Aug 28, 2007

Sindh: Floods Still Endangering Thousands

Countless people are still housed in makeshift shelters, living off emergency rations, and plagued by disease two months after Cyclone Yemyin devastated their homes.

Countless people are still housed in makeshift shelters, living off emergency rations, and plagued by disease two months after Cyclone Yemyin devastated their homes.

Below are extracts from a report published by ReliefWeb:

This situation report is based on information received from the United Nations Resident Coordinator's Office in Pakistan, the National Disaster Management Authority (NDMA), Pakistan Meteorological Department, Clusters, and media sources. 

Camp Coordination and Camp Management Cluster reports that the humanitarian situation remains critical for an estimated 250,000 displaced people in the worst affected areas, two months after Cyclone Yemyin hit southern Pakistan. The Cluster gave a detailed presentation on conditions in the formal sites, collective centres and spontaneous roadside settlements at the UN Resident Coordinator's Donor Briefing on 24 August in Islamabad.


Sindh and Balochistan

1. An estimated 2.5 million people in Sindh and Balochistan provinces in southern Pakistan have been affected by the June cyclone and floods, similar to the numbers affected by the earthquake in 2005. Most of the affected population has lost household assets, livelihoods and access to food security. The National Disaster Management Authority (NDMA) reports that as of 23 August, the total death toll has increased to 420 (205 in Balochistan and 215 in Sindh) with 224 persons missing. 

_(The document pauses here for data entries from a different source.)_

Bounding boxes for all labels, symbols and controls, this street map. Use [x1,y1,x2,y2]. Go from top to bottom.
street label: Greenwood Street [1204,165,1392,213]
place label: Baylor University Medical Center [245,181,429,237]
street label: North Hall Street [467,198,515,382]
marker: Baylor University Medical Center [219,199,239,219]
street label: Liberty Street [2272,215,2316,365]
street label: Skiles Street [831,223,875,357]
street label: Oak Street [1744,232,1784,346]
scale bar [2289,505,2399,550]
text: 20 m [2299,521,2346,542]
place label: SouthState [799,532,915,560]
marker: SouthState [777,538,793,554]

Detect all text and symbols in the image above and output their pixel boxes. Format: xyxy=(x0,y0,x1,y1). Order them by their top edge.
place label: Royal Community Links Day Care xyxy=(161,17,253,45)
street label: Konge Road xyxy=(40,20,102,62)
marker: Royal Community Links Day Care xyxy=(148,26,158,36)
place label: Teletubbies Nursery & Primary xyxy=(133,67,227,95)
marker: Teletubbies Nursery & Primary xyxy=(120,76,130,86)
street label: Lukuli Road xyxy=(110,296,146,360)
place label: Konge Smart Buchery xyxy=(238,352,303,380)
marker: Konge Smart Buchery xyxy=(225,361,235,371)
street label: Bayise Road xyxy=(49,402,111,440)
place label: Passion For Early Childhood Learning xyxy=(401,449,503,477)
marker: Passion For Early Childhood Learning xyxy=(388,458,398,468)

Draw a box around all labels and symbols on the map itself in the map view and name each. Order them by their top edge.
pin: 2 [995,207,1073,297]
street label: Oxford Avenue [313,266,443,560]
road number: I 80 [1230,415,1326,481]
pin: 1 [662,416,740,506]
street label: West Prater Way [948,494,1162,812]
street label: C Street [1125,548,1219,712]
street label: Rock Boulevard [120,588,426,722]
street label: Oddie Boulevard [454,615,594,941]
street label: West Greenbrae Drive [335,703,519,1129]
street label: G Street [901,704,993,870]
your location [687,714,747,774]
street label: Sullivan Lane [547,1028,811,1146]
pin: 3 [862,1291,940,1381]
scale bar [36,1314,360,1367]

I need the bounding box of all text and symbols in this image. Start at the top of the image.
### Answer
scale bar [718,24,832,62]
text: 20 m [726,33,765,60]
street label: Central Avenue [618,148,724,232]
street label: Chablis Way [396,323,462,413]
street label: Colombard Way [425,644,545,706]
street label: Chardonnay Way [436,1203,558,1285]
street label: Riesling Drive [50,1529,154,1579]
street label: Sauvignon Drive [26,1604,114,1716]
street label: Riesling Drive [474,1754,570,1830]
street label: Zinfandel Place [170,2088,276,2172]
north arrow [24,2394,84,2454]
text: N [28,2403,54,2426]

2. The displaced population of an estimated 250,000 people is in substantial need of safe water, sanitation and basic health facilities and, in some areas, shelter. Foul stagnant water makes the IDPs vulnerable to outbreaks of water and vector-borne

diseases and skin diseases are rife. World Health Organisation (WHO) teams report that only 20-30% of the 450,000 people affected by floods in Dadu and Kamber districts, Sindh province, have access to safe drinking water. Humanitarian assistance is needed for at least 2-3 months until the flood waters recede. Cash-for-work, livelihoods projects and return assistance will all be essential if a situation of long-term impoverishment is to be avoided. 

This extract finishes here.